RODALE NEWS, EMMAUS, PA—We've all heard about climate change and its impact on polar bears. But beyond that, things seem pretty comfortable here in the United States, where the effects of a warming planet aren't yet as apparent as in other parts of the world. However, a new report, funded by the National Institutes of Health (NIH) and published by Environmental Health Perspectives and the National Institute of Environmental Health Sciences (NIEHS), identifies 11 key categories of diseases and other human-health consequences related to a warming planet that are actually happening already in this country, or that will occur due to climate change. "This white paper articulates, in a concrete way, that human beings are vulnerable in many ways to the health effects of climate change," says Linda Birnbaum, PhD, director of the NIEHS (a branch within the NIH) and the National Toxicology Program, whose institute led the interagency effort. "It lays out both what we know and what we need to know about these effects in a way that will allow the health research community to bring its collective knowledge to bear on solving these problems."

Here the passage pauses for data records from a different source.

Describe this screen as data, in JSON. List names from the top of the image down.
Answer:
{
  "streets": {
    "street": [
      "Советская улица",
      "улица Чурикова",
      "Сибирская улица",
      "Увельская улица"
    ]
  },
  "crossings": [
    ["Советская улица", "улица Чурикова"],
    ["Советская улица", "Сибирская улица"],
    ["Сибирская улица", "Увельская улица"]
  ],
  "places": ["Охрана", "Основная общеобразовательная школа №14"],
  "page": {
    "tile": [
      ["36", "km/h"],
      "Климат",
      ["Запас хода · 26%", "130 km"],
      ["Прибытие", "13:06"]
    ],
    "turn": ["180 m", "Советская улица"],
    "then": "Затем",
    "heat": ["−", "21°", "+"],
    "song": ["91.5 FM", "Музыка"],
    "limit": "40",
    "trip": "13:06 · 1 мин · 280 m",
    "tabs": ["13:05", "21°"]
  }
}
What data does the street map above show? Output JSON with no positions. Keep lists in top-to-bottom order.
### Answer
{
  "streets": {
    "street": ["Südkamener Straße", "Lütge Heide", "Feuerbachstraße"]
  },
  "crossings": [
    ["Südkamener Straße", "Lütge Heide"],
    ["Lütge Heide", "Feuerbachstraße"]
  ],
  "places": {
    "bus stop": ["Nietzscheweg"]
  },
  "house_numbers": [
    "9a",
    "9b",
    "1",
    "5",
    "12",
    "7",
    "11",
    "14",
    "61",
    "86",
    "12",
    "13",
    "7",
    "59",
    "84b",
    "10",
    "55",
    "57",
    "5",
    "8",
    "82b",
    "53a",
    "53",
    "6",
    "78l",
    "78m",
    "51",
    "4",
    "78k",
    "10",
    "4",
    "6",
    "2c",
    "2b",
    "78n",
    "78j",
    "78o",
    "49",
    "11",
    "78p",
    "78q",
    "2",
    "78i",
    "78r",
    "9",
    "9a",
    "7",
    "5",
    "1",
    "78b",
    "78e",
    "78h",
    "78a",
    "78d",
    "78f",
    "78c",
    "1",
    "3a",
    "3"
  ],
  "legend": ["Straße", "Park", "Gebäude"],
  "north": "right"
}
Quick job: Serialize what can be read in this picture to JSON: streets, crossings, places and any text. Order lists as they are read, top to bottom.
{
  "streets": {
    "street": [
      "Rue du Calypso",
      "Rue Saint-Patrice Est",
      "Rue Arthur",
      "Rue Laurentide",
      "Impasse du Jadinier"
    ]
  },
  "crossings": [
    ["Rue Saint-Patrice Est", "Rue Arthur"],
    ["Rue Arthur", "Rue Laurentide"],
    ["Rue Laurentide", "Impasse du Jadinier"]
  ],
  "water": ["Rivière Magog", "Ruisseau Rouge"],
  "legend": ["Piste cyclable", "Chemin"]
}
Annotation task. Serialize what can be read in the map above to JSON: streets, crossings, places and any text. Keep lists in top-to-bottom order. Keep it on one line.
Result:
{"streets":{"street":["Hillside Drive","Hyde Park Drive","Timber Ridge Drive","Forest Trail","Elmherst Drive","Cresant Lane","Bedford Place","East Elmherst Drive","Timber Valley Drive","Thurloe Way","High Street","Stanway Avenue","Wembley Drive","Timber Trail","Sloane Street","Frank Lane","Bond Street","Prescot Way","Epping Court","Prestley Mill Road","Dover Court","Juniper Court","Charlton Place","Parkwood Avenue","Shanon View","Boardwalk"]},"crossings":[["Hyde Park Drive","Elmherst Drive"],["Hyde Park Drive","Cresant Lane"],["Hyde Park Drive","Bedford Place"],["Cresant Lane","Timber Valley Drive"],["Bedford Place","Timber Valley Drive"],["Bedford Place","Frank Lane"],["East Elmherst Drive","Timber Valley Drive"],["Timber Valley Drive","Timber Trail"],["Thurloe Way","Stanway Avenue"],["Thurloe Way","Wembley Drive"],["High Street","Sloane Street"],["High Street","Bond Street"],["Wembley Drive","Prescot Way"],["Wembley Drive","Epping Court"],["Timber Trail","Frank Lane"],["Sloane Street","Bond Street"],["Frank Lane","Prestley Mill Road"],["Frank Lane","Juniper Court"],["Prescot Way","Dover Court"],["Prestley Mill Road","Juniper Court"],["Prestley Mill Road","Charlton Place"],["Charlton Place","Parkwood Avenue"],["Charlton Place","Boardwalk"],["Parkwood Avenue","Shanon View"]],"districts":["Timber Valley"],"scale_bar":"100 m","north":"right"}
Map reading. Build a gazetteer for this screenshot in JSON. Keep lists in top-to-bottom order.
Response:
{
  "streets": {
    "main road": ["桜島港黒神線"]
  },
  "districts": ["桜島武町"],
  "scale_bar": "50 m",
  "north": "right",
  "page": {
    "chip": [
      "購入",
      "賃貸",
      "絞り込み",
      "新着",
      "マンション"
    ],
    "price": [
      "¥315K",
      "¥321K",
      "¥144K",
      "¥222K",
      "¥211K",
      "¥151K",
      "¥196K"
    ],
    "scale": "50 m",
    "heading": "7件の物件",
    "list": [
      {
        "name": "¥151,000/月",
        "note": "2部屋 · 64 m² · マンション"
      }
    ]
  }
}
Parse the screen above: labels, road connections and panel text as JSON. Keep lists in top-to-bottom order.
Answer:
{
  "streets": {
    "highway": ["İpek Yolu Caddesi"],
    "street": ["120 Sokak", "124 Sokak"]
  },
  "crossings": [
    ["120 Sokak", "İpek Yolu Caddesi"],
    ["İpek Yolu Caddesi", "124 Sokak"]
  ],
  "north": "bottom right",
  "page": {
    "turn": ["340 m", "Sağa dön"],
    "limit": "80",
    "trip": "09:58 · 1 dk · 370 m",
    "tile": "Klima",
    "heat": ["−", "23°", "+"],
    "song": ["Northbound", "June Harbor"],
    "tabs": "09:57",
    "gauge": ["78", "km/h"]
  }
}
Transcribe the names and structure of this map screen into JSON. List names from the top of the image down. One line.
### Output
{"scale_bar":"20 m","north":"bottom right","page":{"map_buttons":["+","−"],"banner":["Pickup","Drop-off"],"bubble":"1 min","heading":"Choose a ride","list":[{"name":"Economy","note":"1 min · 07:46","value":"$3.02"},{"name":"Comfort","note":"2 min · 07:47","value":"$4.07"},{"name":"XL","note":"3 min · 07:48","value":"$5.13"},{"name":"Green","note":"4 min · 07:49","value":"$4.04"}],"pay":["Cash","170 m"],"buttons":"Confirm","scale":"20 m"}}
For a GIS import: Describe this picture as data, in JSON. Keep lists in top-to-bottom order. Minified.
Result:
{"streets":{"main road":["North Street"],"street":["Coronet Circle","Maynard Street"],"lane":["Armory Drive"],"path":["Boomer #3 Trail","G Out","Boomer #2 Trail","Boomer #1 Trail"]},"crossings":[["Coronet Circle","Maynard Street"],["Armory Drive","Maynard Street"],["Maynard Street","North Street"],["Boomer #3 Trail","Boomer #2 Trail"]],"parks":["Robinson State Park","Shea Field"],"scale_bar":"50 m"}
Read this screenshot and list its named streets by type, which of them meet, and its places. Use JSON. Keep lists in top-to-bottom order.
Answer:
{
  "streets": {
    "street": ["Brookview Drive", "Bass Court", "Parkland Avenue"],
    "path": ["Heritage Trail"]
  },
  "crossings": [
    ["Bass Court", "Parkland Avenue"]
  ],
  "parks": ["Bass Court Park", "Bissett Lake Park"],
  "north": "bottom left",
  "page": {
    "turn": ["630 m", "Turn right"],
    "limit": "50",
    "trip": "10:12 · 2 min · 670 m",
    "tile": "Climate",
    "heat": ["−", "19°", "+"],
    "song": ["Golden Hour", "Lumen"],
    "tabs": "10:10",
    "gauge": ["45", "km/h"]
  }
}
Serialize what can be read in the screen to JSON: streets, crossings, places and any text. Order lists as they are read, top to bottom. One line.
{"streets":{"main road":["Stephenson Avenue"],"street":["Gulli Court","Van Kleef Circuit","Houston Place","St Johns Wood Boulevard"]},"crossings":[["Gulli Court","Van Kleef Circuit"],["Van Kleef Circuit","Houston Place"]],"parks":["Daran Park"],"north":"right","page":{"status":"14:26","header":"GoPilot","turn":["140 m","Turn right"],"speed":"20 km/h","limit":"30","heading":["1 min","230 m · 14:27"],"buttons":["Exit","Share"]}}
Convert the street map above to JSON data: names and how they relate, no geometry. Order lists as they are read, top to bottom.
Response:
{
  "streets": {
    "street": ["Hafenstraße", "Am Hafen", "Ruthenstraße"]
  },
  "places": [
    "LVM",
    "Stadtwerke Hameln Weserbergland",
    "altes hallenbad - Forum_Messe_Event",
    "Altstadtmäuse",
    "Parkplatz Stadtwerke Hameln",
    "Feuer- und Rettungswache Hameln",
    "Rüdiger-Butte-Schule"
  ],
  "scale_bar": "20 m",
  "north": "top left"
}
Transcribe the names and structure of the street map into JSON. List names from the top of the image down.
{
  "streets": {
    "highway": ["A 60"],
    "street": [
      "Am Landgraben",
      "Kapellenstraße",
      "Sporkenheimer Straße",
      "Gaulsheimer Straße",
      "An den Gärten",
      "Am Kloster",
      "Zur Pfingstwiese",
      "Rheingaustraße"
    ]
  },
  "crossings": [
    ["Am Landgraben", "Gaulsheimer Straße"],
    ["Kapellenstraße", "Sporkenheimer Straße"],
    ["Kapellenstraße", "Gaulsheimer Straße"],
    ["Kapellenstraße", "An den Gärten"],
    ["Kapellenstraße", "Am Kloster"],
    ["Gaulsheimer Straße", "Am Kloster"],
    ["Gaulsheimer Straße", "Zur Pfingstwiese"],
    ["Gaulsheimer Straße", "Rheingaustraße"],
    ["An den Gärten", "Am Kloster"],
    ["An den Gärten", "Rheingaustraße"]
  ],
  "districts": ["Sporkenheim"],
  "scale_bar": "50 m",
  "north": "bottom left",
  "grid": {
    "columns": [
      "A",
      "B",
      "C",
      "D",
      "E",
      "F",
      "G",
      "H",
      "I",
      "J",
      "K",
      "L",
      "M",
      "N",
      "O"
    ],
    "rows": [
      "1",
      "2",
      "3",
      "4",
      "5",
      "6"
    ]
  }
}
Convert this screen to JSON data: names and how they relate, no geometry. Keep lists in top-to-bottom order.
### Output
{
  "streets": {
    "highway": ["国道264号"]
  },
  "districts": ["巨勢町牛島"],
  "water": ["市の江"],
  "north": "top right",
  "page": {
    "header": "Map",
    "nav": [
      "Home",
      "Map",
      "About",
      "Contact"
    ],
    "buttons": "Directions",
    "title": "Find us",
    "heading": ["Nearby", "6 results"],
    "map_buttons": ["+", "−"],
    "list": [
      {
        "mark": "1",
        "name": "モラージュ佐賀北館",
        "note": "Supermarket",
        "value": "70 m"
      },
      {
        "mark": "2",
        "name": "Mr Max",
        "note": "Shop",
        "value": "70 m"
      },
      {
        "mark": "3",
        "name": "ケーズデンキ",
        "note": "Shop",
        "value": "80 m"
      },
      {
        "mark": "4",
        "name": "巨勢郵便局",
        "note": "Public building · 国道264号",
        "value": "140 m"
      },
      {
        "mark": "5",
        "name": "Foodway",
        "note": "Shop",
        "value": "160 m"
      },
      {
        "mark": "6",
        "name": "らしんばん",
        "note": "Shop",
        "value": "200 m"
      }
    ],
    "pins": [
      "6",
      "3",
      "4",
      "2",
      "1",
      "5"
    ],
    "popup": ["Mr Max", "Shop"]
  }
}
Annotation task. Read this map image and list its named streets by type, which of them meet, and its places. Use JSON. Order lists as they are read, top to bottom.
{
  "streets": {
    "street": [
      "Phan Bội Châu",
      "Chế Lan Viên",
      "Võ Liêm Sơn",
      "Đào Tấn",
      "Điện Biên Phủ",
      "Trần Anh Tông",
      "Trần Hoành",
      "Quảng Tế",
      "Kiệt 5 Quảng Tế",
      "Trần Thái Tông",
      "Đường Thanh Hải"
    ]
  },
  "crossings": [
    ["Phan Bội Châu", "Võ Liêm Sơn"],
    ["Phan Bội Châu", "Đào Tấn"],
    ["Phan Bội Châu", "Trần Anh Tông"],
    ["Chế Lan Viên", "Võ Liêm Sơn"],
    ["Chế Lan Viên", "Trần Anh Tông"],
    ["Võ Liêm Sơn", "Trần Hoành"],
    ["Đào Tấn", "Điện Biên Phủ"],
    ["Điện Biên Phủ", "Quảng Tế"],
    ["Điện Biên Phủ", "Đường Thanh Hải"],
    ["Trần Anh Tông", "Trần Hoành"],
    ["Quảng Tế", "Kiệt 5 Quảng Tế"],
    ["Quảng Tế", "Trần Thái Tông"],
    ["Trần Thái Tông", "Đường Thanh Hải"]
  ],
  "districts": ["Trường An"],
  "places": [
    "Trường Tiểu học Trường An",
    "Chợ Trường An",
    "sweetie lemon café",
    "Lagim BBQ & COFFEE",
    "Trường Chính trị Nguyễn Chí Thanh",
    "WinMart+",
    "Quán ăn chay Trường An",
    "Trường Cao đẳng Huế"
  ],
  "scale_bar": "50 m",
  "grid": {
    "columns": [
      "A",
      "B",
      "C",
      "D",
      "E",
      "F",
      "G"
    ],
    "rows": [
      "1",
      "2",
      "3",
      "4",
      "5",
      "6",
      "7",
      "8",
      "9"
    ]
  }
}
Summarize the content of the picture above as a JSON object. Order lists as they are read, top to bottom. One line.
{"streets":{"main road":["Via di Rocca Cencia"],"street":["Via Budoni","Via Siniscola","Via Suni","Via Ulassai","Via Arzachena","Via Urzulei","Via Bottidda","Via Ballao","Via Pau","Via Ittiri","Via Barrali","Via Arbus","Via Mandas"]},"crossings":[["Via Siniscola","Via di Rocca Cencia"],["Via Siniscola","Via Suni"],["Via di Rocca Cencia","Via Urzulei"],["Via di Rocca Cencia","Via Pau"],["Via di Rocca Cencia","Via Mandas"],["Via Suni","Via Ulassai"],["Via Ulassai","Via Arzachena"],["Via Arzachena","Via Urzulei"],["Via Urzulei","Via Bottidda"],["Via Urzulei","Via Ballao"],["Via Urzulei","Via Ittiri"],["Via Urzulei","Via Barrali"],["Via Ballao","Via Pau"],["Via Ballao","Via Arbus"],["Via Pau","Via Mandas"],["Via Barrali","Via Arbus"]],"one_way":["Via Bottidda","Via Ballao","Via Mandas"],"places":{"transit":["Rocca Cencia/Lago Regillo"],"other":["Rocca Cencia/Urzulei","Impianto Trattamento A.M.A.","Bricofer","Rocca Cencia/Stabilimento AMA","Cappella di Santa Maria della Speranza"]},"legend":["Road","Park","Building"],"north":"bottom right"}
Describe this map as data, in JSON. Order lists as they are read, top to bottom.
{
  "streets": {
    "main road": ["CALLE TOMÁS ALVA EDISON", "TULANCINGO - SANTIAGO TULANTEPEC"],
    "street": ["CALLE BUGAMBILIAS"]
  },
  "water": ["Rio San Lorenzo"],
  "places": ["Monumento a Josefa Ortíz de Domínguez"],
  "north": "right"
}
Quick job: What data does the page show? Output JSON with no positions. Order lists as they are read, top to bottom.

THE DETAILS: The white paper highlights the state of the science on the human-health consequences of climate change on:
Asthma, respiratory allergies, and airway diseases
A warming climate alters growing seasons and could lead to a rise in respiratory allergies. (Do you live in one of the Top 10 Spring Allergy Capitals of the U.S.?) Extreme and more frequent precipitation could increase lung-irritating mold counts, while the same is true for higher dust levels in the air, stemming from droughts.
Protect yourself: Avoid common allergy mistakes like medicating before you know what you're actually allergic to.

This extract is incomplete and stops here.